В библиотеке подбирала книги милая белокурая женщина с тихим голосом и плавными движениями рук.
— Мы сами упакуем книги и отправим в политотдел. — Она пояснила: — Мой муж Акулов. — Перебрала книги, подняла глаза тургеневской барышни. — Весь земной шар… Вы писали в одном из очерков, что у нас добрые лица? — Она подала на прощание руку и сказала, не дождавшись ответа: — Все же вы не увидите кенгуру.
— Я расскажу о кенгуру…
— Только в другой раз напишите, что у нас бывают и печальные лица.
Промерзший до костей, Дмитрий Ильич добрался до своей койки и залез под одеяло. Грохотало море, казалось, где-то близко проносятся поезда. Из репродуктора струился невероятно далекий, будто из другой галактики, голос Козловского.
Дмитрий Ильич искал связей с оставленным миром, где десятилетиями утрясались взаимоотношения, культура, вкусы. Он обращался к тем, кто прошел впереди. Что думали они?

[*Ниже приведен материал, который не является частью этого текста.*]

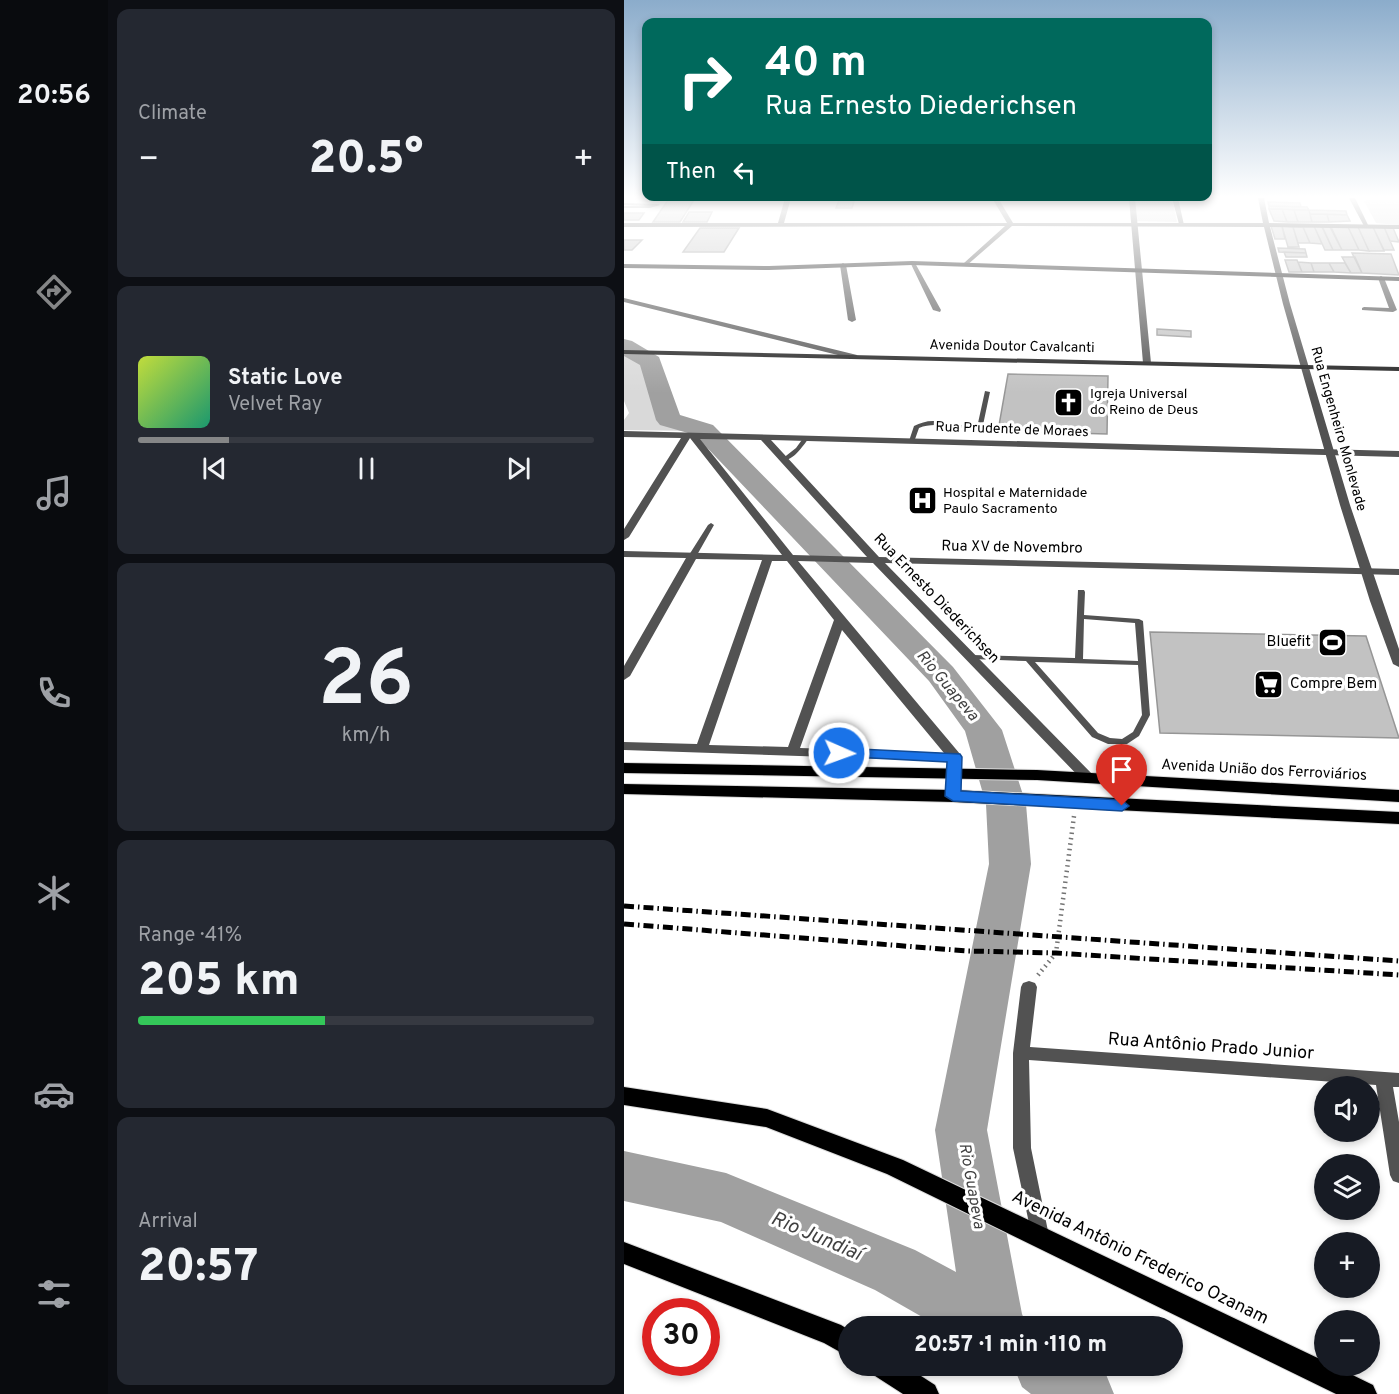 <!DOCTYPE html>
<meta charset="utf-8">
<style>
:root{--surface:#171b24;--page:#242831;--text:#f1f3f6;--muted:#9ea1a6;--line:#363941;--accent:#858687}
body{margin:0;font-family:Overpass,sans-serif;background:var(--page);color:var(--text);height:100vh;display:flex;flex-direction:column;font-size:22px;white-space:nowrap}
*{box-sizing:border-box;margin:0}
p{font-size:20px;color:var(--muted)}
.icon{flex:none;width:33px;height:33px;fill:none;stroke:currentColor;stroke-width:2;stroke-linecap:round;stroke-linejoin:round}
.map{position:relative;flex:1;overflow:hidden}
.panel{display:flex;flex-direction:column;gap:9px;padding:9px;background:#0d0f14;width:516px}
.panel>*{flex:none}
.guide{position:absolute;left:18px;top:18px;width:570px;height:183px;border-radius:12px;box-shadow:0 3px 9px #0003;background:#00695c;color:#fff;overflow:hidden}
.controls{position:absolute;left:690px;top:1076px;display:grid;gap:12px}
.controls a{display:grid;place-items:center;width:66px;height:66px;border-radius:50%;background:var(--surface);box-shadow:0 3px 9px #0003;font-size:30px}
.speed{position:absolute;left:18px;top:1298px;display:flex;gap:12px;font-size:30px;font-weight:700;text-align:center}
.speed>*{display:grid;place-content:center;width:78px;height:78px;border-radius:50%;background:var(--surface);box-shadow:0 3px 9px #0003;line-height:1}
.speed .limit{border:9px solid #d22;background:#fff;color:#111}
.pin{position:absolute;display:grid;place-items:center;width:51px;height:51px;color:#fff;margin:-62px -26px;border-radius:50% 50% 50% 0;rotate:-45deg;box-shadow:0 0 6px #0007}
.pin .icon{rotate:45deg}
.me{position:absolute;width:66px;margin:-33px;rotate:92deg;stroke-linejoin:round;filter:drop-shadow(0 0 4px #0008)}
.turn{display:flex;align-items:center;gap:21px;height:126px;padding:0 24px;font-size:27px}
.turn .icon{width:78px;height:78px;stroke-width:2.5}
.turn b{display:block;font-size:42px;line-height:51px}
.then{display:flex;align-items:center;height:57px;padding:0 24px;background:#0003;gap:12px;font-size:22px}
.big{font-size:45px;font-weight:800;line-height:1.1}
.panel .widget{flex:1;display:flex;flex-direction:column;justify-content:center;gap:9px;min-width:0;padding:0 21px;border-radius:12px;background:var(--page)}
.panel .dial{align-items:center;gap:0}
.dial b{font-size:78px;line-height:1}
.song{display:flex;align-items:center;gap:18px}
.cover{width:72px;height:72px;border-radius:9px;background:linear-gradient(135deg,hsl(70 70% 55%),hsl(160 70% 35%))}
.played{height:6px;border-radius:3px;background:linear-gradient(90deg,var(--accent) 20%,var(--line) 20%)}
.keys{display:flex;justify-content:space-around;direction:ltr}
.heat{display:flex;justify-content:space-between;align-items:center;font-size:33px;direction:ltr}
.charge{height:9px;border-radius:4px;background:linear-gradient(90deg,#34c759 41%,var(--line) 0)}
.trip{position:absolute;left:214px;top:1316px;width:345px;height:60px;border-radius:30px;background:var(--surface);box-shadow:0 3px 9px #0003;font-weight:800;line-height:60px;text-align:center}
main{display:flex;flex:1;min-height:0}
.dock{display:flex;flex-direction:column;width:108px;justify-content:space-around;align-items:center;background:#090b0e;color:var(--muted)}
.dock .icon{width:42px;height:42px}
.dock .on{color:var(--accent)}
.dock b{font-size:27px;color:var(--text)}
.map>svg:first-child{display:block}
.green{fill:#d9d9d9}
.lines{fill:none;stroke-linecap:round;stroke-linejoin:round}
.river{fill:#a0a0a0;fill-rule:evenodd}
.building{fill:#c2c2c2;stroke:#969696;stroke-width:1.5}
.primary-casing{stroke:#dbdbdb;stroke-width:2}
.path{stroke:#747474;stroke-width:4.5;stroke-dasharray:1.5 4;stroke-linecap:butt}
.service{fill:#525252;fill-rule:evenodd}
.minor{fill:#525252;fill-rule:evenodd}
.tertiary{fill:#525252;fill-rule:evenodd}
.secondary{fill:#1f1f1f;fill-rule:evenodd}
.primary{fill:#000;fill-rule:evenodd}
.rail{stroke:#000;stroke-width:5;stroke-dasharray:10 4 1.5 4;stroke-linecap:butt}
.route{fill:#1a73e8;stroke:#114b97;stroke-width:1.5}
.labels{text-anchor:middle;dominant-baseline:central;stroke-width:6;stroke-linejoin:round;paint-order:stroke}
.far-street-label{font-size:14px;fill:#000;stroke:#fff}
.far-poi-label{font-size:14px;fill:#000;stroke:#fff;text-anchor:start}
.street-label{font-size:15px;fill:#000;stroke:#fff}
.poi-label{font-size:15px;fill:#000;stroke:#fff;text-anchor:end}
.water-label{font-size:16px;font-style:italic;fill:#414141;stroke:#fff}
.near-street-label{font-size:18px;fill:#000;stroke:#fff}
.near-water-label{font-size:20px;font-style:italic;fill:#414141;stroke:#fff}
</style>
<main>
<nav class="dock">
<b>20:56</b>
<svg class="icon on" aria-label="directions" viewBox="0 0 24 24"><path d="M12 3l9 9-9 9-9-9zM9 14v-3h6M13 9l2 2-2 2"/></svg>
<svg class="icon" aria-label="music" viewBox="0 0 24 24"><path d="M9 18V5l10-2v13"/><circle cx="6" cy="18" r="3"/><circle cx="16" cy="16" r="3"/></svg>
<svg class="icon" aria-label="phone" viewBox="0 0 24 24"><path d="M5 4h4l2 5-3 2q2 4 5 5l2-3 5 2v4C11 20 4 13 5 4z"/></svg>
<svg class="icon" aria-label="climate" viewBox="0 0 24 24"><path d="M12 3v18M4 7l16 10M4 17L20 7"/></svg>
<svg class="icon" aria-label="car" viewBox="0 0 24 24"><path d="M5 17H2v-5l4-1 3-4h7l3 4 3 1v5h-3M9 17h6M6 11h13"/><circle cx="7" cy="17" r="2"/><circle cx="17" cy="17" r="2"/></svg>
<svg class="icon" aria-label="filters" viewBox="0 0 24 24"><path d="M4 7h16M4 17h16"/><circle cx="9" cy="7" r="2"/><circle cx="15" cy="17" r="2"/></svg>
</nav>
<section class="panel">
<div class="widget"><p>Climate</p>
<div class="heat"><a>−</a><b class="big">20.5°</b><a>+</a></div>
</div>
<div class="widget">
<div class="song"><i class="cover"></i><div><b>Static Love</b><p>Velvet Ray</p></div></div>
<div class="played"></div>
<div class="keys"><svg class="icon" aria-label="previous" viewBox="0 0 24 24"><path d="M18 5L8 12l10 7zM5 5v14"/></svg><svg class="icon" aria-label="pause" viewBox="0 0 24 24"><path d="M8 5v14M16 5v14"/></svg><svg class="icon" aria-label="next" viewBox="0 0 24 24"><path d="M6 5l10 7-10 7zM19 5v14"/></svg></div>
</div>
<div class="widget dial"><b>26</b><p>km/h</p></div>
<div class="widget"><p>Range · 41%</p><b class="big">205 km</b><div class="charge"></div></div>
<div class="widget"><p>Arrival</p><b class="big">20:57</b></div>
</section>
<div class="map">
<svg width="775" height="1394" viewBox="0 0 775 1394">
<rect width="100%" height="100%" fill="#fff"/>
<path class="green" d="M510 198H548L553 222 512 221Z
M743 200H775V225L752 223 740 201Z
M0 355H5L20 368 30 403 41 423 72 431 0 430V420L5 413 0 401Z"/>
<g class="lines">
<path class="river" d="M0 339 8 341 35 357 56 415 89 425 329 667 378 730 402 804 407 864 363 1130 398 1314 403 1326H314L251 1290 97 1222 0 1201V1151L102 1173 291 1250 332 1272 311 1130 365 864 362 804 341 731 305 681 71 435 36 425 32 420 16 365 0 356Z
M389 1365H470L481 1372 490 1394H407L398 1387Z"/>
</g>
<path class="building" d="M216 198H231L228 208H212Z
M44 200H70L56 222H29Z
M644 202 676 203 677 207 645 206Z
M645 206 683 207 685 210 645 209Z
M645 209H658L663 222 650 221Z
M658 209 670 210 674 222H663Z
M670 210H685L688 222H674Z
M685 210 722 211 723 215 686 214Z
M65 212H88L83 222H59Z
M0 213H20L15 220H0Z
M686 214H703L705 222H688Z
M703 214 723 215 726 221 705 222Z
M647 226H658L661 239H651Z
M658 226 669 227 675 247H664Z
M690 226H698L709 250H701Z
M690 226 698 244 686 243 679 227Z
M669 227H679L686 243H674Z
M698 227H707L718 250H709Z
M706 227H724L735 250H718Z
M724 227H734L745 251 735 250Z
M734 227H749L760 251H745Z
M749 227H760L770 250H760Z
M760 227 769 228 775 242 766 241Z
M76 228H115L100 252H59Z
M0 240H18L8 250H0Z
M654 248 681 249 682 253 655 252Z
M660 252 682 253 683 257H662Z
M728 253 767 254 775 275 738 273Z
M718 257H731L738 273H727Z
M661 260H673L678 272H665Z
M674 262 687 263 690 272H678Z
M687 263H705L710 272H690Z
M705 263H721L727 273 710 272Z
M533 329 567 331V337L533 335Z
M384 374 484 376 483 434 374 431Z
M526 632 742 636 775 738 536 733Z"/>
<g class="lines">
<defs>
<path id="primary" d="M0 763 413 770 775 790V802L413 780 0 773Z
M0 784 329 790 775 812V824L329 802 0 794Z
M0 1087 143 1109 279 1160 700 1361V1365H708L749 1385 753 1394H712L263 1174 142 1127 0 1105Z
M0 1242 217 1325 225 1330V1357L200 1343 0 1264Z
M244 1365H280L311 1385 315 1394H279L248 1374Z"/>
</defs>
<use href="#primary" class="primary-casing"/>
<path class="path" d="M414 975 432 953 450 816"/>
<path class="service" d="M0 203 34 204 36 205 26 208H0V206H21L0 205Z
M361 391 366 392 359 425C337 434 316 419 295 428L290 442 285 441 290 426C296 423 302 421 309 421 325 421 339 429 354 423Z
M182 436 185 438C178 447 170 460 158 461V459L172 448 180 437Z
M87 523 90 525 73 555 69 557 65 555 84 525Z
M454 590H460L461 592 460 615 515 619 519 621 526 715 515 736 503 744H484L468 737 402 661 348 659 344 657 348 655 451 658ZM460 619 511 623 514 661 459 659ZM411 662 514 665 518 715 509 732 498 739 486 738 474 733Z"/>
<path class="minor" d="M505 198H511L527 363 523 365 519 363Z
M548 198H554L560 225 555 224Z
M725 198H731L745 227 740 226Z
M286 262 291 263 317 310 316 312 309 310Z
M219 263 222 265 232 320 228 322 224 320 216 265Z
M757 276 760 278 773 310 769 312 738 310V308L740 307 765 308 754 278Z
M0 298 233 355 234 357 230 359 0 302Z
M0 431 775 451V457L147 440 255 557 775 569V575L261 563 471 777 473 780 471 783H461L249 563 174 561 336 754 337 757 336 796 334 799H324L322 796 324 761 0 750V742L73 744 138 560 72 559 6 676 0 680V666L62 558 0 557V551L158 555 66 438 5 537 0 540V529L57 438 0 437ZM76 439 137 440 243 557 169 555ZM148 561H163L210 620 164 747 85 745ZM218 630 320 753 176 748Z
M405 981 411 983 413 987 406 1047 775 1073V1087H769L775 1122V1183L769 1181 766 1175 752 1085 405 1060 407 1148 425 1236 423 1242 416 1245 409 1242 389 1148V1053L397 987 399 983Z"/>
<path class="tertiary" d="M161 198H167L160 223H383L368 198H374L389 223H639L634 198H640L645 223 775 225V229L646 227 666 304 726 505 775 649V667L769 664 746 601 716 505 659 304 640 227 388 226 342 266 339 264 340 263 381 226 0 227V223H154Z"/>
<path class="secondary" d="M288 261 775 277V281L288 265 145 270 0 268V264L145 266Z
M0 350 775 367V371L0 354Z"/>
<use href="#primary" class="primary"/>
<path class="rail" d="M0 906 775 961
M0 924 344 951 432 953 775 975"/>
</g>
<linearGradient id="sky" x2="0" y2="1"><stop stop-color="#8baccb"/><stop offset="0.5" stop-color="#fff"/><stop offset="1" stop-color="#fff" stop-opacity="0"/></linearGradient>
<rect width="775" height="393" fill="url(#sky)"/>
<path class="route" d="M215 748 336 754 338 757 337 791 498 800 505 806 498 811 329 801 321 796 323 762 210 756 208 753Z"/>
<defs>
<symbol id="church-square" viewBox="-11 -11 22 22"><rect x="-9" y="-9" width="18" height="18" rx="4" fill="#000" stroke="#fff"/><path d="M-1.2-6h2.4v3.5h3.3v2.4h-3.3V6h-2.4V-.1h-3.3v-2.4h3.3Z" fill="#fff"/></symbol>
<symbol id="hospital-square" viewBox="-11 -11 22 22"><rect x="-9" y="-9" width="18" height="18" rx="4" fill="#000" stroke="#fff"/><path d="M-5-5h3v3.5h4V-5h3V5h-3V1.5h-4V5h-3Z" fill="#fff"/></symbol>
<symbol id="stadium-square" viewBox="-11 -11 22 22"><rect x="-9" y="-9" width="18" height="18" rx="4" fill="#000" stroke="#fff"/><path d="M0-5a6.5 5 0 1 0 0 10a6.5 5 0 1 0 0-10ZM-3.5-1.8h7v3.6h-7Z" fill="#fff"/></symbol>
<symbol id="supermarket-square" viewBox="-11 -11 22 22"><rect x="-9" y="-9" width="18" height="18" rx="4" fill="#000" stroke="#fff"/><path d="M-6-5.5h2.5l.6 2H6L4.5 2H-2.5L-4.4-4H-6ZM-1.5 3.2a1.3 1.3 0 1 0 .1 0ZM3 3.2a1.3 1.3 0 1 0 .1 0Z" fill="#fff"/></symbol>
</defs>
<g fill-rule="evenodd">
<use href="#church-square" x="428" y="386" width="33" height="33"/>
<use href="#hospital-square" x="282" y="484" width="33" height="33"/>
<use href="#stadium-square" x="692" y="626" width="33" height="33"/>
<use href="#supermarket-square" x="628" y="668" width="33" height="33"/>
</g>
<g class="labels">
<g class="far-street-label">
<text transform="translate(388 347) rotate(1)">Avenida Doutor Cavalcanti</text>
<text transform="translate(714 429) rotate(74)">Rua Engenheiro Monlevade</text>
<text transform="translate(388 430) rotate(2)">Rua Prudente de Moraes</text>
</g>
<g class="far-poi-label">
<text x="466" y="394">Igreja Universal<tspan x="466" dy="16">do Reino de Deus</tspan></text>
<text x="319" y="493">Hospital e Maternidade<tspan x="319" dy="16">Paulo Sacramento</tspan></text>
</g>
<g class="street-label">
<text transform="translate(388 548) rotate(1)">Rua XV de Novembro</text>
<text transform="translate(312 599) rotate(46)">Rua Ernesto Diederichsen</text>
<text transform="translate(640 771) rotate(3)">Avenida União dos Ferroviários</text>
</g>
<g class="poi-label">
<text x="687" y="642">Bluefit</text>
<text x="666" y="684" text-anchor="start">Compre Bem</text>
</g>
<g class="water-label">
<text transform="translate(323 686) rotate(50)">Rio Guapeva</text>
<text transform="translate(347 1186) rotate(80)">Rio Guapeva</text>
</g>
<g class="near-street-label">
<text transform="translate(587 1047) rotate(4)">Rua Antônio Prado Junior</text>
<text transform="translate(516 1258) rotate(26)">Avenida Antônio Frederico Ozanam</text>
</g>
<g class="near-water-label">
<text transform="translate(192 1237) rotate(23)">Rio Jundiaí</text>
</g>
</g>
</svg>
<div class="controls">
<a><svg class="icon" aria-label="sound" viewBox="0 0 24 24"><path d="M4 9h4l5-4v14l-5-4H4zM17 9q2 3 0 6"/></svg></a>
<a><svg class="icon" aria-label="layers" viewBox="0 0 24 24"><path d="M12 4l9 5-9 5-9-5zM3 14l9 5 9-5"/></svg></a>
<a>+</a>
<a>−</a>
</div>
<div class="speed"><div class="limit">30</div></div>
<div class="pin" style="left:498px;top:806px;background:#d93025"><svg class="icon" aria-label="arrive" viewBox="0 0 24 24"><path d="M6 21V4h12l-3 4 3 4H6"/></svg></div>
<svg class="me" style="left:215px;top:753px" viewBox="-20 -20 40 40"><circle r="17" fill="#1a73e8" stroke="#fff" stroke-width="3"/><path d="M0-11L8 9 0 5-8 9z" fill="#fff"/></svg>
<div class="trip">20:57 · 1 min · 110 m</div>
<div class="guide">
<div class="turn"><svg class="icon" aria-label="right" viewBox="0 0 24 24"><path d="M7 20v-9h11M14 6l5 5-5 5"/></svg><div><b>40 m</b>Rua Ernesto Diederichsen</div></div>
<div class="then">Then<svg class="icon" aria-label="left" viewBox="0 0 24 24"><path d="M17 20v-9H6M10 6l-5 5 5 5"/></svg></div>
</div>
</div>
</main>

«Позади лежало то, что мы именуем цивилизованным миром, ставшим для нас теперь совершенно бесполезным. Впереди простиралась безжизненная пустыня, через которую я должен пробить с е б е дорогу для достижения м о е й заветной цели».
Первооткрыватель подчеркивал свой эгоцентризм. Он строил планы с расчетом сохранить с в о и силы и с а м о м у ступить на полюс. С этой целью он рассчитывал смены упряжек, постепенно отсеивал белокожих, оставляя только эскимосов. И наконец один, именно он, «мистер Вест», должен был воткнуть древко флага в заветную точку.
«Позади меня лежало все, что может быть близко и дорого человеческому сердцу: семья, друзья, дом и все те ассоциации и интересы, которые связывают человека с себе подобными. Впереди меня лежала моя мечта, конечная цель неотразимого импульса, гнавшего меня в течение двадцати трех лет вперед, заставляющая меня снова и снова вступать в бой с застывшей преградой великого Севера».
Все же велик человек цели!
Фанатическая одержимость привела к признанию. Сколько таких же остались в безвестности, хотя жили в той же стране, с таким же правом мечтать, стремиться и достигать!
«Рузвельт» плыл мимо арктического кладбища у бухты Мельвиля, где погибли шотландские китобои. Экипаж «Северной звезды» командора Саундерса искал Франклина. Корабль экспедиции Хола назывался «Поларис».
Теперь «Поларис» стал символом смерти. Шестнадцать ракет с ядерными боеголовками на каждой субмарине…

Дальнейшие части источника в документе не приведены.